What the task asks –
The pictures do not belong in the copy. Restate all of the records word for word.

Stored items
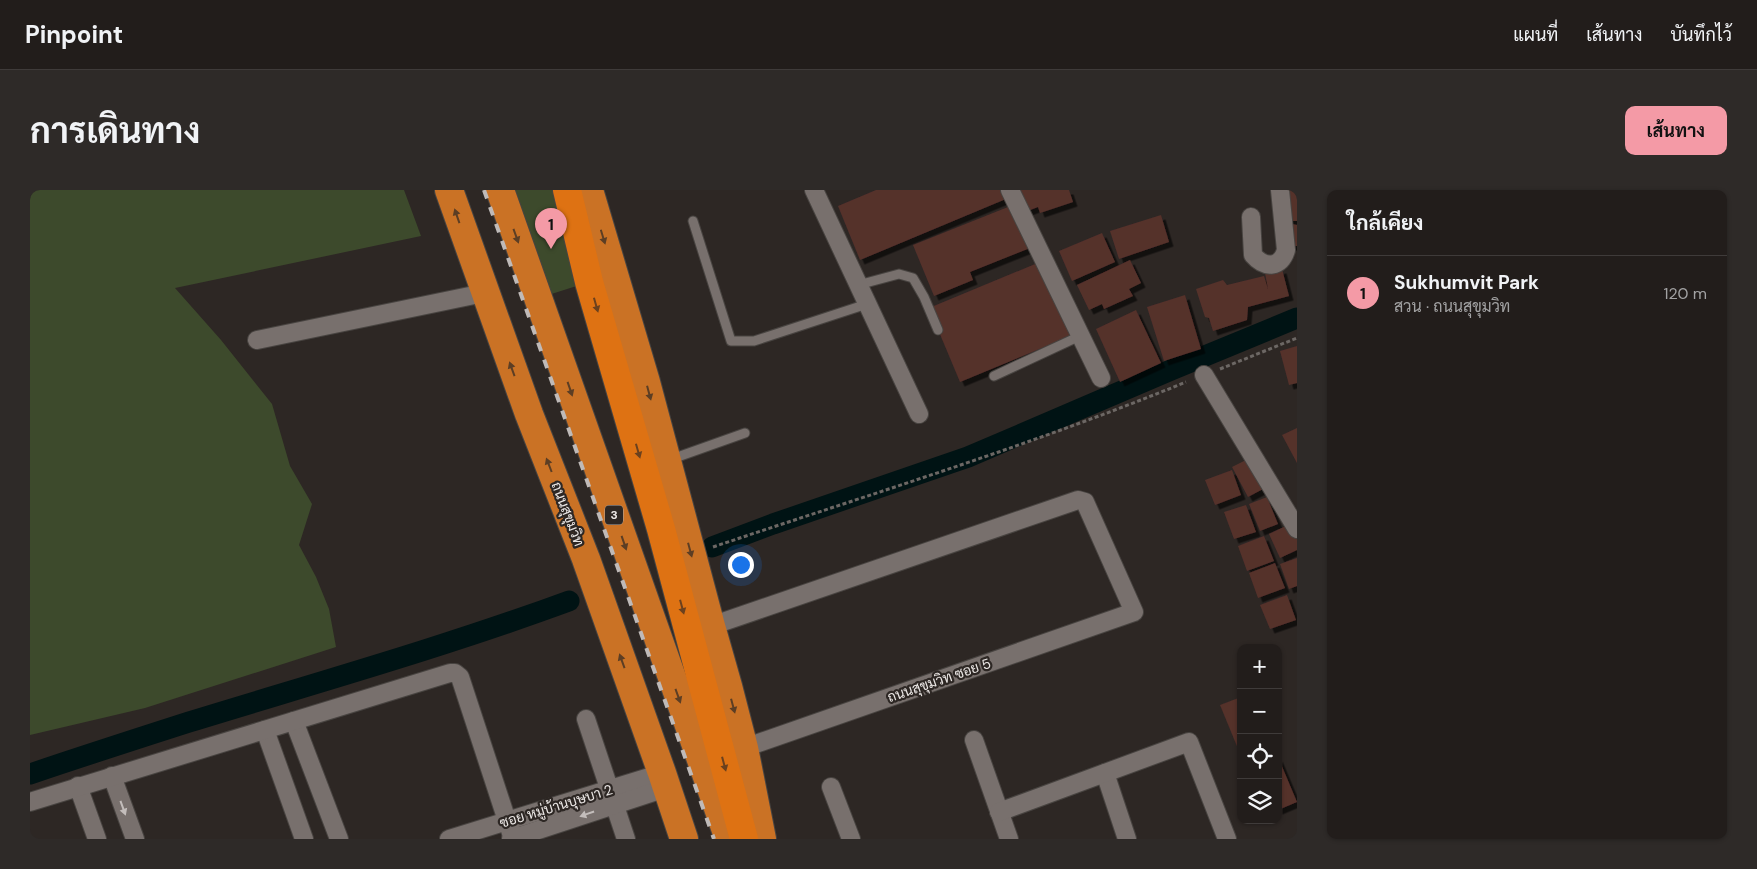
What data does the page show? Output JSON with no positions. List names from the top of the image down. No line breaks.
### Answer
{"streets":{"highway":["ถนนสุขุมวิท","3"],"street":["ถนนสุขุมวิท ซอย 5","ซอย หมู่บ้านบุษบา 2"]},"page":{"header":"Pinpoint","nav":["แผนที่","เส้นทาง","บันทึกไว้"],"title":"การเดินทาง","buttons":"เส้นทาง","heading":"ใกล้เคียง","pins":"1","list":[{"mark":"1","name":"Sukhumvit Park","note":"สวน · ถนนสุขุมวิท","value":"120 m"}],"map_buttons":["+","−"]}}
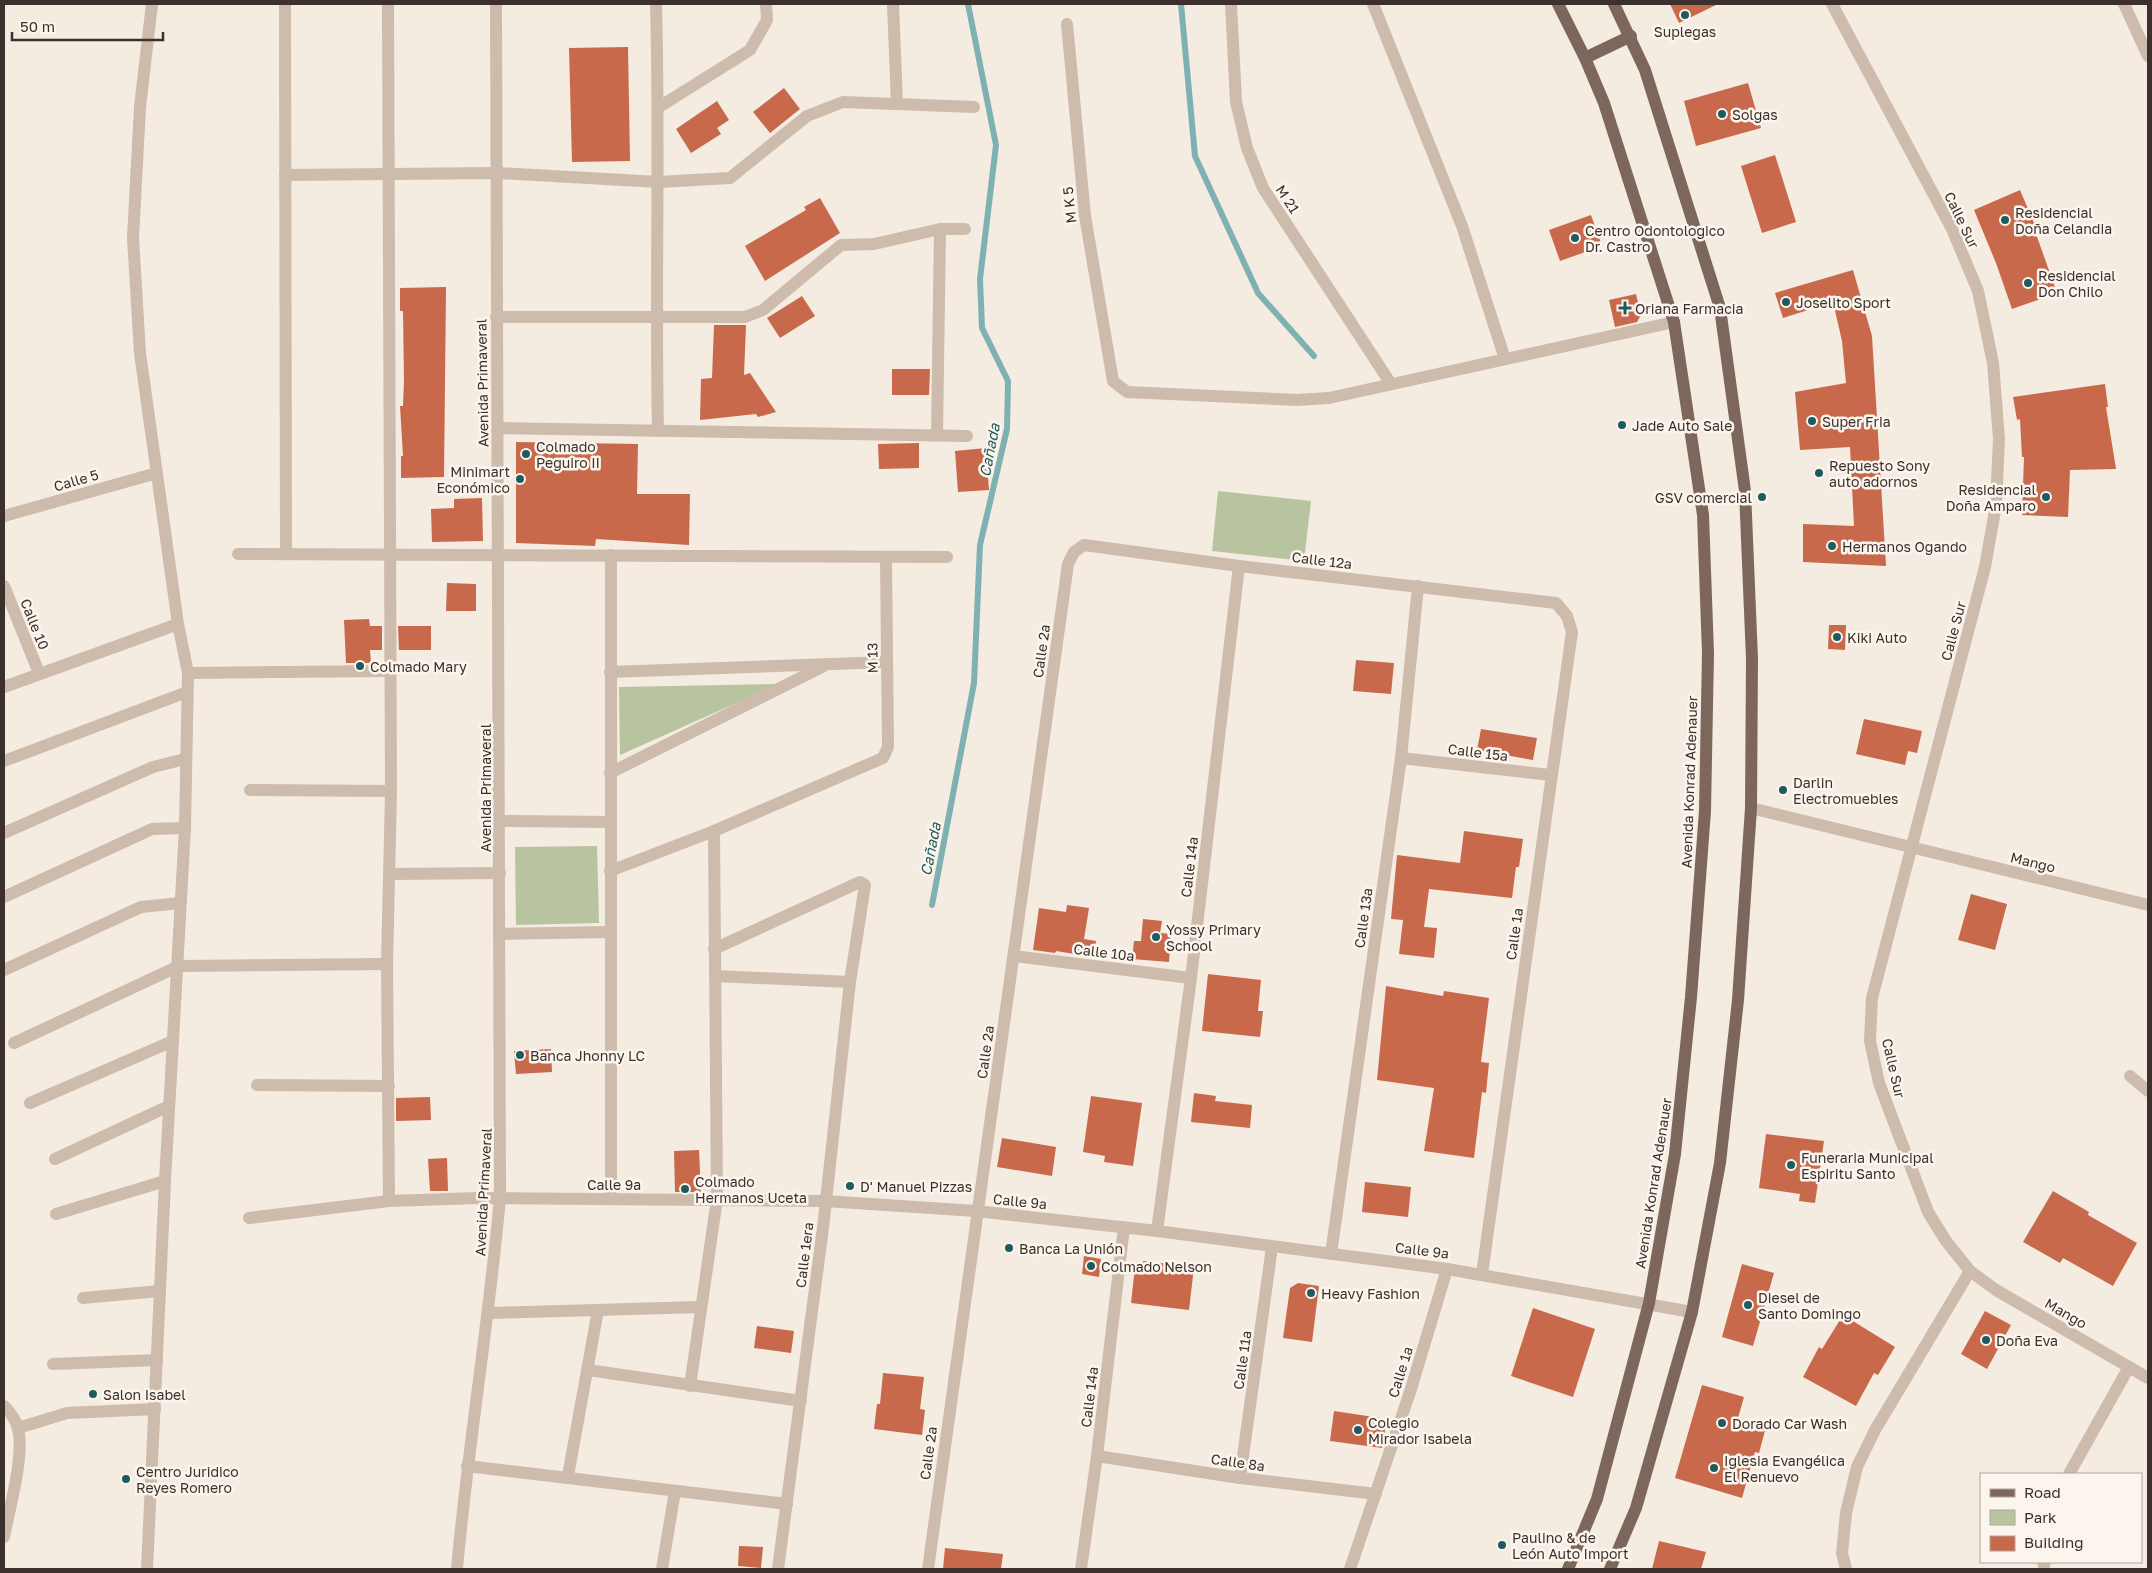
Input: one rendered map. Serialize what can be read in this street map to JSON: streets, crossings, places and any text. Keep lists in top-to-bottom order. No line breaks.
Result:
{"streets":{"main road":["Avenida Konrad Adenauer"],"street":["M 21","M K 5","Calle Sur","Avenida Primaveral","Calle 5","Calle 12a","Calle 10","Calle 2a","M 13","Calle 15a","Mango","Calle 14a","Calle 13a","Calle 1a","Calle 10a","Calle 9a","Calle 1era","Calle 11a","Calle 8a"]},"crossings":[["M 21","M K 5"],["Calle Sur","Mango"],["Avenida Primaveral","Calle 9a"],["Calle 12a","Calle 2a"],["Calle 12a","Calle 14a"],["Calle 12a","Calle 13a"],["Calle 12a","Calle 1a"],["Calle 2a","Calle 10a"],["Calle 2a","Calle 9a"],["Calle 15a","Calle 13a"],["Calle 15a","Calle 1a"],["Avenida Konrad Adenauer","Calle 9a"],["Calle 14a","Calle 10a"],["Calle 14a","Calle 9a"],["Calle 14a","Calle 8a"],["Calle 13a","Calle 9a"],["Calle 1a","Calle 9a"],["Calle 1a","Calle 8a"],["Calle 9a","Calle 1era"],["Calle 9a","Calle 11a"],["Calle 11a","Calle 8a"]],"water":["Cañada"],"places":{"other":["Suplegas","Solgas","Residencial Doña Celandia","Centro Odontologico Dr. Castro","Residencial Don Chilo","Joselito Sport","Super Fria","Jade Auto Sale","Colmado Peguiro II","Repuesto Sony auto adornos","Minimart Económico","GSV comercial","Residencial Doña Amparo","Hermanos Ogando","Kiki Auto","Colmado Mary","Darlin Electromuebles","Yossy Primary School","Banca Jhonny LC","Funeraria Municipal Espiritu Santo","D' Manuel Pizzas","Colmado Hermanos Uceta","Banca La Unión","Colmado Nelson","Heavy Fashion","Diesel de Santo Domingo","Doña Eva","Salon Isabel","Dorado Car Wash","Colegio Mirador Isabela","Iglesia Evangélica El Renuevo","Centro Juridico Reyes Romero","Paulino & de León Auto Import"],"health":["Oriana Farmacia"]},"legend":["Road","Park","Building"],"scale_bar":"50 m"}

Answer area –
What data does the page show? Output JSON with no positions. List names from the top of the image down. No line breaks.
### Answer
{"streets":{"highway":["ถนนสุขุมวิท","3"],"street":["ถนนสุขุมวิท ซอย 5","ซอย หมู่บ้านบุษบา 2"]},"page":{"header":"Pinpoint","nav":["แผนที่","เส้นทาง","บันทึกไว้"],"title":"การเดินทาง","buttons":"เส้นทาง","heading":"ใกล้เคียง","pins":"1","list":[{"mark":"1","name":"Sukhumvit Park","note":"สวน · ถนนสุขุมวิท","value":"120 m"}],"map_buttons":["+","−"]}}
Input: one rendered map. Serialize what can be read in this street map to JSON: streets, crossings, places and any text. Keep lists in top-to-bottom order. No line breaks.
Result:
{"streets":{"main road":["Avenida Konrad Adenauer"],"street":["M 21","M K 5","Calle Sur","Avenida Primaveral","Calle 5","Calle 12a","Calle 10","Calle 2a","M 13","Calle 15a","Mango","Calle 14a","Calle 13a","Calle 1a","Calle 10a","Calle 9a","Calle 1era","Calle 11a","Calle 8a"]},"crossings":[["M 21","M K 5"],["Calle Sur","Mango"],["Avenida Primaveral","Calle 9a"],["Calle 12a","Calle 2a"],["Calle 12a","Calle 14a"],["Calle 12a","Calle 13a"],["Calle 12a","Calle 1a"],["Calle 2a","Calle 10a"],["Calle 2a","Calle 9a"],["Calle 15a","Calle 13a"],["Calle 15a","Calle 1a"],["Avenida Konrad Adenauer","Calle 9a"],["Calle 14a","Calle 10a"],["Calle 14a","Calle 9a"],["Calle 14a","Calle 8a"],["Calle 13a","Calle 9a"],["Calle 1a","Calle 9a"],["Calle 1a","Calle 8a"],["Calle 9a","Calle 1era"],["Calle 9a","Calle 11a"],["Calle 11a","Calle 8a"]],"water":["Cañada"],"places":{"other":["Suplegas","Solgas","Residencial Doña Celandia","Centro Odontologico Dr. Castro","Residencial Don Chilo","Joselito Sport","Super Fria","Jade Auto Sale","Colmado Peguiro II","Repuesto Sony auto adornos","Minimart Económico","GSV comercial","Residencial Doña Amparo","Hermanos Ogando","Kiki Auto","Colmado Mary","Darlin Electromuebles","Yossy Primary School","Banca Jhonny LC","Funeraria Municipal Espiritu Santo","D' Manuel Pizzas","Colmado Hermanos Uceta","Banca La Unión","Colmado Nelson","Heavy Fashion","Diesel de Santo Domingo","Doña Eva","Salon Isabel","Dorado Car Wash","Colegio Mirador Isabela","Iglesia Evangélica El Renuevo","Centro Juridico Reyes Romero","Paulino & de León Auto Import"],"health":["Oriana Farmacia"]},"legend":["Road","Park","Building"],"scale_bar":"50 m"}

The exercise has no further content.